▶ **EXTRACTED ENTRIES**:
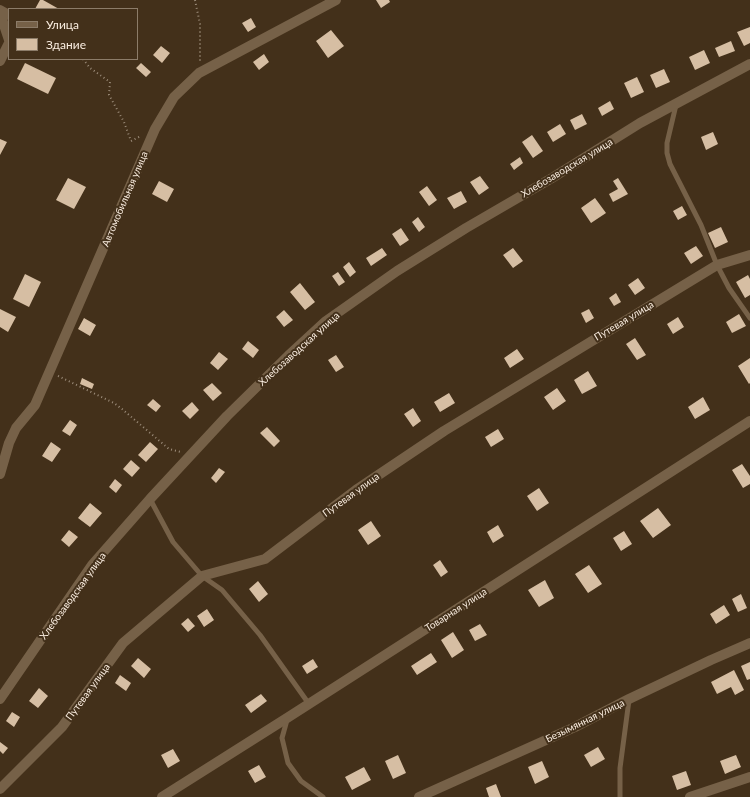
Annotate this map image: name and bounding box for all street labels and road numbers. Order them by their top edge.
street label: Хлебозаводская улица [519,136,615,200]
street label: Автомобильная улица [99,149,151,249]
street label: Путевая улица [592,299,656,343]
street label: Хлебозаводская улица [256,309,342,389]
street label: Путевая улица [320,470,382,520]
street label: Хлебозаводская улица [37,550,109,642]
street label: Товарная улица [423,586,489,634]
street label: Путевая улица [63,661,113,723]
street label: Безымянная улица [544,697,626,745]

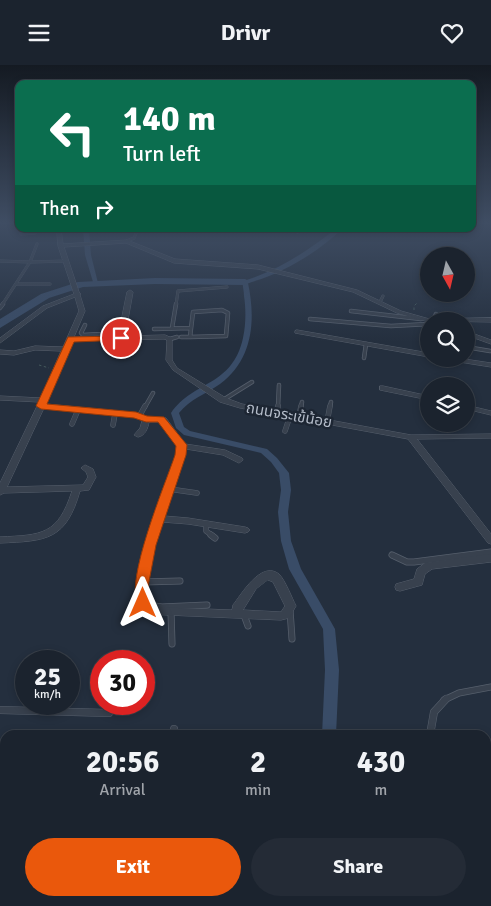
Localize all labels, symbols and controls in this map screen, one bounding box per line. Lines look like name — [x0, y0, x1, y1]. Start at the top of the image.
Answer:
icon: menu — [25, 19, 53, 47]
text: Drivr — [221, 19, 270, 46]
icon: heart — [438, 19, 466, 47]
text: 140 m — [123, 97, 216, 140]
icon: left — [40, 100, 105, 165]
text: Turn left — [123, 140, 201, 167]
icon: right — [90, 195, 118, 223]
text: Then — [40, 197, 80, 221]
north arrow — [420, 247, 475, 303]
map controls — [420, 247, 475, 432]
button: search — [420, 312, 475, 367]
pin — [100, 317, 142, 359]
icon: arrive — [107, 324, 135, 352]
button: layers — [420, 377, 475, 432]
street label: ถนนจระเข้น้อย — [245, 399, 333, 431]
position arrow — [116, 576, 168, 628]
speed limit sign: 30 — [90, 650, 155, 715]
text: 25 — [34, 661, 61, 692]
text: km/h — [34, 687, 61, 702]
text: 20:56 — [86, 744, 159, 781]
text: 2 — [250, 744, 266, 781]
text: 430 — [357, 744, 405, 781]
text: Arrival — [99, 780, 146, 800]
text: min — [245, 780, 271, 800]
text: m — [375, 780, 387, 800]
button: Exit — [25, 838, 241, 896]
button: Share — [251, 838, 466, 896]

▶ **AIM OF THE TASK**:
Leaving out the pictures, restate each line of the listing above verbatim, from the opening line to the line bearing "Localize all labels, symbols", inclusive, and no more.

▶ **YOUR SOLUTION**:
Annotate this map image: name and bounding box for all street labels and road numbers. Order them by their top edge.
street label: Хлебозаводская улица [519,136,615,200]
street label: Автомобильная улица [99,149,151,249]
street label: Путевая улица [592,299,656,343]
street label: Хлебозаводская улица [256,309,342,389]
street label: Путевая улица [320,470,382,520]
street label: Хлебозаводская улица [37,550,109,642]
street label: Товарная улица [423,586,489,634]
street label: Путевая улица [63,661,113,723]
street label: Безымянная улица [544,697,626,745]

Localize all labels, symbols and controls in this map screen, one bounding box per line. Lines look like name — [x0, y0, x1, y1]. Start at the top of the image.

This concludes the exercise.